Whether because of centuries-old traditions about who could be allowed to see
the back of her neck -- or whether because of only 100-year-old or 75-year-old artistic representations in popular sensual/erotic art -- I don't know why --
But I've read that the exposed back of a woman's neck was (is?) considered this great big alluring part of her body in Japanese culture.
Now, that's not necessarily anything a modern young Japanese would even know about, with the "modernization" or Westernization of their culture, women being more independent, etc. But I think there was a time not so long ago, when if you as a man were gonna possess a very saucy, sensual, even erotic girlie calendar of Japanese beauties -- well, the penultimate picture, the piece-de-resistance of the calendar, would've been one of a gracefully posed lady, perfectly modestly dressed, but turned away from the camera so that the vulnerable-looking neckline was exposed between her modestly "up" hair and her modestly-collared dress. Not a thing showing that would worry anyone I know, nothing that would bother the most proper prim person I've met... but supposedly this great big sweaty bug-eyed deal to the male Japanese admirer.
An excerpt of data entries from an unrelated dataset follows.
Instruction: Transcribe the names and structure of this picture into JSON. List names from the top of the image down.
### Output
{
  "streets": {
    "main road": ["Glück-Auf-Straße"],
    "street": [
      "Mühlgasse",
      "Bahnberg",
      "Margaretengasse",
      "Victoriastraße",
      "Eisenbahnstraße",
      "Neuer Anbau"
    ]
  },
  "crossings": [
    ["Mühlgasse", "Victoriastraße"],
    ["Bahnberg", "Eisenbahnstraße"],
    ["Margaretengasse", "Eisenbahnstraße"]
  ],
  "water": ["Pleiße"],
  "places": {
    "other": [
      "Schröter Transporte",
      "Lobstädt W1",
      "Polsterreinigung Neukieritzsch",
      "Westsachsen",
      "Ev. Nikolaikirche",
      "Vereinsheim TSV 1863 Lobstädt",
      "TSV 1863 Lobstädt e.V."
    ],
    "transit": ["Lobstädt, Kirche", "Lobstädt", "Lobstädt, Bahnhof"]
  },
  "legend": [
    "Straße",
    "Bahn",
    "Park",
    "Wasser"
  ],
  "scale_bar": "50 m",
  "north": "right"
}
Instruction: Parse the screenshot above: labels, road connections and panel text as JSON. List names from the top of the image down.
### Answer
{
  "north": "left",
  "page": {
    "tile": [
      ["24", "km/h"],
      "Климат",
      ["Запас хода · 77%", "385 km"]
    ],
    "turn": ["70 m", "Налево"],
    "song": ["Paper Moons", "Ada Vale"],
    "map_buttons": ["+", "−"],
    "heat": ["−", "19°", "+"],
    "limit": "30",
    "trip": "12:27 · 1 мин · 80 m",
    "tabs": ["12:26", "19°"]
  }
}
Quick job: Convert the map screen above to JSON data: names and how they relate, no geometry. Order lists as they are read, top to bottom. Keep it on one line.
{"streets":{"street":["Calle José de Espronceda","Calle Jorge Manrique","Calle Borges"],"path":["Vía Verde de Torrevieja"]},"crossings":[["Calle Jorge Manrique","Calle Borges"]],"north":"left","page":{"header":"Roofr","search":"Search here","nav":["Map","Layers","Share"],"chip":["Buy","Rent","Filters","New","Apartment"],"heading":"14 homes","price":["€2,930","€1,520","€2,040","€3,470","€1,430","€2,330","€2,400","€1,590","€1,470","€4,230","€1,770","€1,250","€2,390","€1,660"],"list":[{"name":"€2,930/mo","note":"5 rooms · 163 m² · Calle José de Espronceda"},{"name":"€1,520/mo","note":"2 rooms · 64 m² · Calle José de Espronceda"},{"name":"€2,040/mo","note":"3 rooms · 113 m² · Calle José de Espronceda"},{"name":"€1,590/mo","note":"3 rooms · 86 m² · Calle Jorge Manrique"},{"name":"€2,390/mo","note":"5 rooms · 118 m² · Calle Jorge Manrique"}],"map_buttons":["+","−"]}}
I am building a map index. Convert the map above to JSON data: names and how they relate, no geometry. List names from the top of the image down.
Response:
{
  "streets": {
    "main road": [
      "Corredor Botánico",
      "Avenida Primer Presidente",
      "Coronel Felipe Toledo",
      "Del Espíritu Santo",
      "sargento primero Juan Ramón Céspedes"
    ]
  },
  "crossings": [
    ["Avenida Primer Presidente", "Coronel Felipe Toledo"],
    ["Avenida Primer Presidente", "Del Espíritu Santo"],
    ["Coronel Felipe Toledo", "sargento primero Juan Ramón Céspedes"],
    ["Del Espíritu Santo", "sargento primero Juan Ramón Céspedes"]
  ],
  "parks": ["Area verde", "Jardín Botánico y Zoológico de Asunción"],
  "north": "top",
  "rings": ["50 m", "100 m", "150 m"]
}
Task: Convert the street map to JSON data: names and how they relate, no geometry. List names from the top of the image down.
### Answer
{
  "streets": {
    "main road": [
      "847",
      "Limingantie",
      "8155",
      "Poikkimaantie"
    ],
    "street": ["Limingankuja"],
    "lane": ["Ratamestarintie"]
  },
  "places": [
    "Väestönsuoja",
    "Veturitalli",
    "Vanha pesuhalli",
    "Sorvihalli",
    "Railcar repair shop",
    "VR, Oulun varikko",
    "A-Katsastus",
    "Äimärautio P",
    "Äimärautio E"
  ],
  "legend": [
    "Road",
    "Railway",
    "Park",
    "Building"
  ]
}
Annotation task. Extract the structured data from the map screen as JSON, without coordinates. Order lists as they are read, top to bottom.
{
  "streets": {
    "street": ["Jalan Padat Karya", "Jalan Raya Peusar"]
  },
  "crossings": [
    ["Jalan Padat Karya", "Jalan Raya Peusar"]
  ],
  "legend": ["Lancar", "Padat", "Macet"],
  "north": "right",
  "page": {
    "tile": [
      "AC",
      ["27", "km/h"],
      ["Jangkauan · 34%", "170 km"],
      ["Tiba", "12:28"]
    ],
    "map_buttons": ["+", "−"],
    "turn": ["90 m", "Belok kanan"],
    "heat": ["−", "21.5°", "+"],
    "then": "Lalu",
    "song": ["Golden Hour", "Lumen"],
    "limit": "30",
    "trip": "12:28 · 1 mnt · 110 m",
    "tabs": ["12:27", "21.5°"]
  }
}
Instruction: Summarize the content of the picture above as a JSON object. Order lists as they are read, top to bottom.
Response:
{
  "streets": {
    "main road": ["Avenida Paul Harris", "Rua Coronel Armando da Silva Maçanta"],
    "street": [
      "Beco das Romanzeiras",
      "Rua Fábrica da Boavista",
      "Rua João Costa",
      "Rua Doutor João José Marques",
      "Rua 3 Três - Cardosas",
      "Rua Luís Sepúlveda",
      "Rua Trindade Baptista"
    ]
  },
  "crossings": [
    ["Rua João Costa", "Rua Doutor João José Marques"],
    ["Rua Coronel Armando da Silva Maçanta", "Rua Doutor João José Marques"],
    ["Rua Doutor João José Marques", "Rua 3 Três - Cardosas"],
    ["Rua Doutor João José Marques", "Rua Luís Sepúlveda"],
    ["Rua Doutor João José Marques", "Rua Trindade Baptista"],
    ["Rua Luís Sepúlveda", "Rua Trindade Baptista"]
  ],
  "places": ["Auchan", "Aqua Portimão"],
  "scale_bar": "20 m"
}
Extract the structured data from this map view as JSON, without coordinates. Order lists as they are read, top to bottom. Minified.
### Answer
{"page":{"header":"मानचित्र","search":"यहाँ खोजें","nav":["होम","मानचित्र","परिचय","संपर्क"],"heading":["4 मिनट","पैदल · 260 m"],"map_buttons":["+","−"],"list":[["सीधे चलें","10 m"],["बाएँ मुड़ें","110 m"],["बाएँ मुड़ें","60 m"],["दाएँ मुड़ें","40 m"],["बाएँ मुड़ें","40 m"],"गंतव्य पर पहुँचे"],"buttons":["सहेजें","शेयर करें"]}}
That all may be a crock. If true, it may be such a thing of the past that the Japanese who even know about it see it the way you and I would see Victorian English morals and customs. But I have read references to it occasionally all my life; it sounds true.
The tale illustrates a good point, anyway.
Take also the varying values of what it takes to make a beautiful woman in, oh, maybe Equatorial Africa, not many years ago (and likely still true in some places). If you were a Great Big Beautiful Woman, with well-oiled skin and hair, it attested to the wealth and power of your family, your husband or father or whatever power your people saw as a woman's wealth. And even small Western boys 75 years ago knew there were cultures "over there" in which an exposed breast was of no more concern than an exposed elbow. Thanks to National Geographic, anyway.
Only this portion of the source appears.